Tuning¶
Find the optimal n_clusters and n_segments for your data.
| Function | What it does |
|---|---|
grid_search |
Full grid search — returns best RMSE with complete history |
find_pareto_front |
Same grid, filtered to Pareto-optimal points |
find_optimal_combination |
Boundary curve for a target data reduction — fastest |
All three evaluate each candidate across all slices.
import numpy as np
import plotly.io as pio
import xarray_plotly # noqa: F401
import tsam_xarray
from tsam_xarray._sample_data import sample_energy_data
pio.renderers.default = "notebook_connected"
da = sample_energy_data(n_days=30)
print(f"Shape: {dict(da.sizes)}")
Shape: {'time': 720, 'variable': 3, 'region': 3, 'scenario': 2}
Grid search¶
Use timesteps with np.geomspace to test a sparse logarithmic spread
of timestep counts — covers the full range while testing far fewer candidates.
ts = np.unique(np.geomspace(2, 48, num=12, dtype=int))
print(f"Testing timestep counts: {ts.tolist()}")
grid = tsam_xarray.grid_search(
da,
time_dim="time",
cluster_dim=["variable", "region"],
timesteps=ts,
show_progress=False,
)
print(f"Tested {len(grid.history)} combinations")
print(f"Best: {grid.n_clusters}c x {grid.n_segments}s (RMSE={grid.rmse:.4f})")
grid.summary_matrix["rmse"].plotly.imshow(
x="n_segments",
y="n_clusters",
title="RMSE by (n_clusters, n_segments)",
)
Testing timestep counts: [2, 3, 4, 6, 8, 11, 15, 20, 26, 35, 48]
Tested 32 combinations Best: 6c x 8s (RMSE=0.1068)
The best result's accuracy.weighted_rmse is a DataArray with per-slice values — see which scenario/region drives the error.
grid.best_result.accuracy.weighted_rmse.plotly.bar(
x="scenario",
title="Weighted RMSE per scenario (best config)",
)
With save_all_results=True, the .accuracy property gives per-column RMSE
as a DataArray with (n_clusters, n_segments) dims — one heatmap per variable.

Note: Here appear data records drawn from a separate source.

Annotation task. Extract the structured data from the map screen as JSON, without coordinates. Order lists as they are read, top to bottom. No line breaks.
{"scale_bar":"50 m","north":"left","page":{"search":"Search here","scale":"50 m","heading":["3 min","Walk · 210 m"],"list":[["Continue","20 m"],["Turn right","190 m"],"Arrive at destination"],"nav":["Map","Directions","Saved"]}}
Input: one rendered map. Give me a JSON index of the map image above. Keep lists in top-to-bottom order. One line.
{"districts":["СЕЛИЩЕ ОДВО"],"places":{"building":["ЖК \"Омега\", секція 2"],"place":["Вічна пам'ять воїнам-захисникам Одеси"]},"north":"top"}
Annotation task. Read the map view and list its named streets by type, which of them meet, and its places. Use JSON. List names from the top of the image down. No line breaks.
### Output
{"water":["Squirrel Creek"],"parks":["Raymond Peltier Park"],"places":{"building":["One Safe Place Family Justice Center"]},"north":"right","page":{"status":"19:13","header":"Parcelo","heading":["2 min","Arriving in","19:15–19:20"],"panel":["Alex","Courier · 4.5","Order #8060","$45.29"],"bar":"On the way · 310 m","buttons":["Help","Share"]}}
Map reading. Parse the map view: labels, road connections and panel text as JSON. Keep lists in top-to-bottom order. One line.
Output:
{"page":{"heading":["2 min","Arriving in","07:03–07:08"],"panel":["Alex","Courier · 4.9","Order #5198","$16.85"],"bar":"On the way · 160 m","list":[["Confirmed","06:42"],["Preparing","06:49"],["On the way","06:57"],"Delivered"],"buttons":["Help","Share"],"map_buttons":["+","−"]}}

grid.accuracy["rmse"].sel(scenario="low", region="north").plotly.imshow(
x="n_segments",
y="n_clusters",
facet_col="variable",
title="Per-variable RMSE (north, low scenario)",
)
Pareto front¶
find_pareto_front runs the same grid search but filters to non-dominated
configurations — where no other combo has both lower RMSE and fewer timesteps.
pareto = tsam_xarray.find_pareto_front(
da,
time_dim="time",
cluster_dim=["variable", "region"],
timesteps=ts,
show_progress=False,
)
print(f"Pareto-optimal: {len(pareto.history)} of {len(grid.history)} tested")
pareto.plot()
Pareto-optimal: 14 of 32 tested
Target data reduction¶
find_optimal_combination tests only the boundary combos for a target reduction — faster.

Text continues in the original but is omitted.